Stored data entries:
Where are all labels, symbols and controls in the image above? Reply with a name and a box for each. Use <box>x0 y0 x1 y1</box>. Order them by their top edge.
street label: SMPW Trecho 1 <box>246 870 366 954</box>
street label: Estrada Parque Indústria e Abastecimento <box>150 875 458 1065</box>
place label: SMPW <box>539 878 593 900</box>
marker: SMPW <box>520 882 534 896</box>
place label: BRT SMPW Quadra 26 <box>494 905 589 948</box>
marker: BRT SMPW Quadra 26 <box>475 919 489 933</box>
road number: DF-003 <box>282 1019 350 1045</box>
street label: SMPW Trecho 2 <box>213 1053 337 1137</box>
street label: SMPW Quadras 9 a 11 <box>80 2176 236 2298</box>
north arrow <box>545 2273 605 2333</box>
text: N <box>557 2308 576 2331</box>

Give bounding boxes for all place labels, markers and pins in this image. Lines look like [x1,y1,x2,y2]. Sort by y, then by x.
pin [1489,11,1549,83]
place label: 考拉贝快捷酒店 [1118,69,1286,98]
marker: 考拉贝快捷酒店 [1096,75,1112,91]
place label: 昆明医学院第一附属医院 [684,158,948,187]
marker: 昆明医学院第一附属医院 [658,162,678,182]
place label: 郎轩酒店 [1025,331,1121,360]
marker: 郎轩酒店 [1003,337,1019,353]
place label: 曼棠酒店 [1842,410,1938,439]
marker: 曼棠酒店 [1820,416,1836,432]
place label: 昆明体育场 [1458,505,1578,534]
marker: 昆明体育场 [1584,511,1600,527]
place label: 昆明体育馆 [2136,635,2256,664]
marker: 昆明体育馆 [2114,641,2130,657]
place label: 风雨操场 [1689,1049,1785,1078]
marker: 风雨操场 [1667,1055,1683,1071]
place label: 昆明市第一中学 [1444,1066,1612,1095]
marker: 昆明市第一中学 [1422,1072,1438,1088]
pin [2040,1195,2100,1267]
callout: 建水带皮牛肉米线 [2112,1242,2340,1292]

◆ **Aim of the task**
Word for word, write out each of the records above.

◆ **Result for this exercise**
Where are all labels, symbols and controls in the image above? Reply with a name and a box for each. Use <box>x0 y0 x1 y1</box>. Order them by their top edge.
street label: SMPW Trecho 1 <box>246 870 366 954</box>
street label: Estrada Parque Indústria e Abastecimento <box>150 875 458 1065</box>
place label: SMPW <box>539 878 593 900</box>
marker: SMPW <box>520 882 534 896</box>
place label: BRT SMPW Quadra 26 <box>494 905 589 948</box>
marker: BRT SMPW Quadra 26 <box>475 919 489 933</box>
road number: DF-003 <box>282 1019 350 1045</box>
street label: SMPW Trecho 2 <box>213 1053 337 1137</box>
street label: SMPW Quadras 9 a 11 <box>80 2176 236 2298</box>
north arrow <box>545 2273 605 2333</box>
text: N <box>557 2308 576 2331</box>

Give bounding boxes for all place labels, markers and pins in this image. Lines look like [x1,y1,x2,y2]. Sort by y, then by x.
pin [1489,11,1549,83]
place label: 考拉贝快捷酒店 [1118,69,1286,98]
marker: 考拉贝快捷酒店 [1096,75,1112,91]
place label: 昆明医学院第一附属医院 [684,158,948,187]
marker: 昆明医学院第一附属医院 [658,162,678,182]
place label: 郎轩酒店 [1025,331,1121,360]
marker: 郎轩酒店 [1003,337,1019,353]
place label: 曼棠酒店 [1842,410,1938,439]
marker: 曼棠酒店 [1820,416,1836,432]
place label: 昆明体育场 [1458,505,1578,534]
marker: 昆明体育场 [1584,511,1600,527]
place label: 昆明体育馆 [2136,635,2256,664]
marker: 昆明体育馆 [2114,641,2130,657]
place label: 风雨操场 [1689,1049,1785,1078]
marker: 风雨操场 [1667,1055,1683,1071]
place label: 昆明市第一中学 [1444,1066,1612,1095]
marker: 昆明市第一中学 [1422,1072,1438,1088]
pin [2040,1195,2100,1267]
callout: 建水带皮牛肉米线 [2112,1242,2340,1292]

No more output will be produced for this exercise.